====== RECORDS SHOWN ======

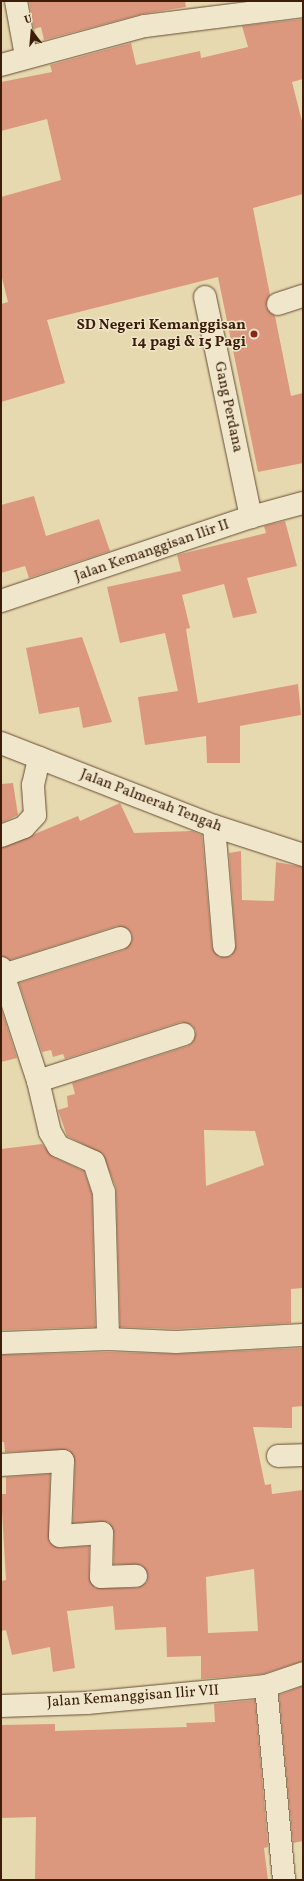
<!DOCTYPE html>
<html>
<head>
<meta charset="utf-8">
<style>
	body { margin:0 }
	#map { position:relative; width:304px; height:1881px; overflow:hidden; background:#e7d9af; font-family:Vollkorn,serif }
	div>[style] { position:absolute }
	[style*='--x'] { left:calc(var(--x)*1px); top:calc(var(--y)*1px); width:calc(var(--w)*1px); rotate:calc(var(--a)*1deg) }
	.building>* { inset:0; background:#db987e }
	.roads { filter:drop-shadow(0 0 1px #664c33) drop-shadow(0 0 1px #664c33) }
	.minor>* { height:22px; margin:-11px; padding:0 11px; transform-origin:11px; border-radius:11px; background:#efe6cb }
	.dots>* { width:11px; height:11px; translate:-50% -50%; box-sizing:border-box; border:2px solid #efe6cb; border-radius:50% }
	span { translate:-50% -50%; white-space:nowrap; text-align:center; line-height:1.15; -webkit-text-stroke:3px #efe6cb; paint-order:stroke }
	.poi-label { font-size:15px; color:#3b1d0a; font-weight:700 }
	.right { translate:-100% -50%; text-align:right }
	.street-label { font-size:15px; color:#3b1d0a }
	.frame { position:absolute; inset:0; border:2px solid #3b1d0a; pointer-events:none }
	.north { position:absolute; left:12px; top:12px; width:40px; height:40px; -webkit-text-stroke:3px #efe6cb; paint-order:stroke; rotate:344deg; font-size:11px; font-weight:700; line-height:16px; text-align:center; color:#3b1d0a }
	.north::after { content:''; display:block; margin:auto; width:14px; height:18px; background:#3b1d0a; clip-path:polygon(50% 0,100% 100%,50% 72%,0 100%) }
</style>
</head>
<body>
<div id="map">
	<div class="building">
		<div style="clip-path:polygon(29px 1px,185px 1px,186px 7px,142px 14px,44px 40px,41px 27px,34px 29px)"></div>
		<div style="clip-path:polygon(303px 19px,303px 79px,292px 82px,303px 125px,303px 194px,253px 208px,270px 295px,266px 307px,275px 316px,291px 396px,303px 393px,303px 463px,258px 472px,218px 277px,47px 320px,65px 383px,1px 402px,1px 304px,8px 302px,1px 274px,1px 197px,61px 180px,47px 119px,1px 131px,1px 82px,52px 72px,50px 65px,131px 43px,136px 65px,200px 51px,201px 58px,248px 47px,242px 26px)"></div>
		<div style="clip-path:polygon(34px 496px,46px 536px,99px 519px,110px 551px,29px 578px,25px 566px,1px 573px,1px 505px)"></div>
		<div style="clip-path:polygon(285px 521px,297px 566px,247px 578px,257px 613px,233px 618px,224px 584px,182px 595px,190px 628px,186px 629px,198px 703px,298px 684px,301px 715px,240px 726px,240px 763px,207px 763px,206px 736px,145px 745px,138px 697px,178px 691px,165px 633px,120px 643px,107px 587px,181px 571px,177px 555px,266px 533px,264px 526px)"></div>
		<div style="clip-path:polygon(82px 637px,112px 722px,83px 728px,79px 707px,39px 714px,26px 648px)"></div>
		<div style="clip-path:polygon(13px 783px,18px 815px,1px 823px,1px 784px)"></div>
		<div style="clip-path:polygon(evenodd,120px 803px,134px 833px,192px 831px,202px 835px,212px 947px,219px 957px,231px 956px,236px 945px,229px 853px,241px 851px,242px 900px,274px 901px,276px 862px,303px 867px,303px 1288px,291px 1289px,291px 1323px,176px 1329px,120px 1327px,116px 1188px,103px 1154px,67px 1136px,58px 1110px,68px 1107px,67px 1096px,75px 1094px,72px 1083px,188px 1046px,193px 1042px,196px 1031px,192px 1025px,181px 1022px,65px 1059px,63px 1054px,53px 1057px,51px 1050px,42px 1052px,19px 983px,124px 950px,132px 941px,132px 934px,128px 929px,117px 926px,10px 960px,1px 956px,1px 848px,78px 816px,80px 821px,120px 803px,204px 1130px,255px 1131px,264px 1165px,206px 1186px,204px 1130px)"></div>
		<div style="clip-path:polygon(1px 1008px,17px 1058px,1px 1062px)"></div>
		<div style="clip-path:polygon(42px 1144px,53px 1157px,84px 1171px,92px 1194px,95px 1327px,1px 1330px,1px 1149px)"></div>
		<div style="clip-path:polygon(evenodd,303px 1348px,303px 1406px,292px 1407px,292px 1428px,253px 1427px,265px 1485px,271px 1484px,272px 1494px,303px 1490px,303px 1661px,263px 1674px,201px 1679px,201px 1656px,167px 1657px,166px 1627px,115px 1630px,113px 1606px,67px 1611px,75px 1668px,53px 1672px,50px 1647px,12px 1655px,6px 1630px,1px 1631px,1px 1581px,6px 1580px,1px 1494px,6px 1494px,6px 1477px,50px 1474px,49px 1542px,60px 1548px,89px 1546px,89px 1577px,95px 1588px,137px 1588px,147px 1582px,148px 1575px,142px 1565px,114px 1564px,114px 1533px,108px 1522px,73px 1523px,75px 1462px,69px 1450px,5px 1452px,4px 1442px,1px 1442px,1px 1355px,108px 1352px,177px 1354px,303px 1348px,254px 1569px,258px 1631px,208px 1633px,206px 1577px,254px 1569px)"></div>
		<div style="clip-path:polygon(303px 1686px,303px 1841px,293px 1843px,279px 1695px)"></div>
		<div style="clip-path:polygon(255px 1700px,268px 1847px,264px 1848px,268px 1880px,35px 1880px,36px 1817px,1px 1818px,1px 1725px,55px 1724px,55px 1731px,187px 1727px,186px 1723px,215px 1722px,214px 1704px)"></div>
	</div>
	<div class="roads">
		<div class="minor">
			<div style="--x:16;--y:1;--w:56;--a:79.7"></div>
			<div style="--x:1;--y:65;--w:149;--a:-15.2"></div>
			<div style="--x:145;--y:26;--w:159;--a:-7.2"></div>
			<div style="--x:205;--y:297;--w:225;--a:78.2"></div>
			<div style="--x:278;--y:304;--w:26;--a:-18"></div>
			<div style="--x:1;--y:601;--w:264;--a:-18.6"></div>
			<div style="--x:251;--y:517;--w:54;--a:-15.1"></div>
			<div style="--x:1;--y:743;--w:229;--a:21.3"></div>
			<div style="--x:214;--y:826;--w:94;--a:18"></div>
			<div style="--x:214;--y:826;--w:120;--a:85.2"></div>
			<div style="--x:1;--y:836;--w:25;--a:-21"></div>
			<div style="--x:24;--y:827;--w:16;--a:-47"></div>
			<div style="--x:35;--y:815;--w:30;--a:-94"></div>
			<div style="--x:33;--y:785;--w:28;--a:-77"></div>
			<div style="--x:1;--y:968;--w:119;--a:71.9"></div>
			<div style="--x:38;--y:1081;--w:52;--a:76.8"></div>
			<div style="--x:50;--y:1132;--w:16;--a:60"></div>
			<div style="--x:58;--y:1146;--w:39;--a:24"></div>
			<div style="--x:94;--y:1162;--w:32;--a:72"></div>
			<div style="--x:104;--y:1192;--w:147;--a:88.4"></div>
			<div style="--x:3;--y:975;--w:123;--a:-17.5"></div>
			<div style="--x:38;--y:1081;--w:153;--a:-17.8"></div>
			<div style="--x:1;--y:1343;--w:107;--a:-2.1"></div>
			<div style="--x:108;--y:1339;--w:68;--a:2.5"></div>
			<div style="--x:176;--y:1342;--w:127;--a:-3.2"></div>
			<div style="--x:278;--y:1456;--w:25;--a:-2"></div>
			<div style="--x:1;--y:1465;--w:62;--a:-3.7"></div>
			<div style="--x:63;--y:1461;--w:75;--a:92.3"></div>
			<div style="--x:60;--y:1536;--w:42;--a:-4.1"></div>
			<div style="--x:102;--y:1533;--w:44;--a:91.3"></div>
			<div style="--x:101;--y:1577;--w:35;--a:-2"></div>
			<div style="--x:266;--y:1686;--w:195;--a:84.7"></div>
			<div style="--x:1;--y:1706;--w:86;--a:-2"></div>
			<div style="--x:87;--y:1703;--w:180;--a:-5.4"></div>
			<div style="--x:266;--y:1686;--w:39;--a:-19"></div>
		</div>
	</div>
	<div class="dots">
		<div style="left:254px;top:334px;background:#8f2418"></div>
	</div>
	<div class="poi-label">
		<span class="right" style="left:246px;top:334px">SD Negeri Kemanggisan<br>14 pagi &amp; 15 Pagi</span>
	</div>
	<div class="street-label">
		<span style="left:228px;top:407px;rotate:78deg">Gang Perdana</span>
		<span style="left:152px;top:551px;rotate:-19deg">Jalan Kemanggisan Ilir II</span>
		<span style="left:151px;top:801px;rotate:21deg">Jalan Palmerah Tengah</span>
		<span style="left:133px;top:1697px;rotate:-4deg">Jalan Kemanggisan Ilir VII</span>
	</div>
	<div class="frame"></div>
	<div class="north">U</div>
</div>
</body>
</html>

======

[PROBLEM TO WORK ON]
Up to and including the line containing "filter:drop-shadow(0 0 1px", quote each line of the entries above from the very first, please, exactly and without images.

[TASK SOLUTION]
<!DOCTYPE html>
<html>
<head>
<meta charset="utf-8">
<style>
	body { margin:0 }
	#map { position:relative; width:304px; height:1881px; overflow:hidden; background:#e7d9af; font-family:Vollkorn,serif }
	div>[style] { position:absolute }
	[style*='--x'] { left:calc(var(--x)*1px); top:calc(var(--y)*1px); width:calc(var(--w)*1px); rotate:calc(var(--a)*1deg) }
	.building>* { inset:0; background:#db987e }
	.roads { filter:drop-shadow(0 0 1px #664c33) drop-shadow(0 0 1px #664c33) }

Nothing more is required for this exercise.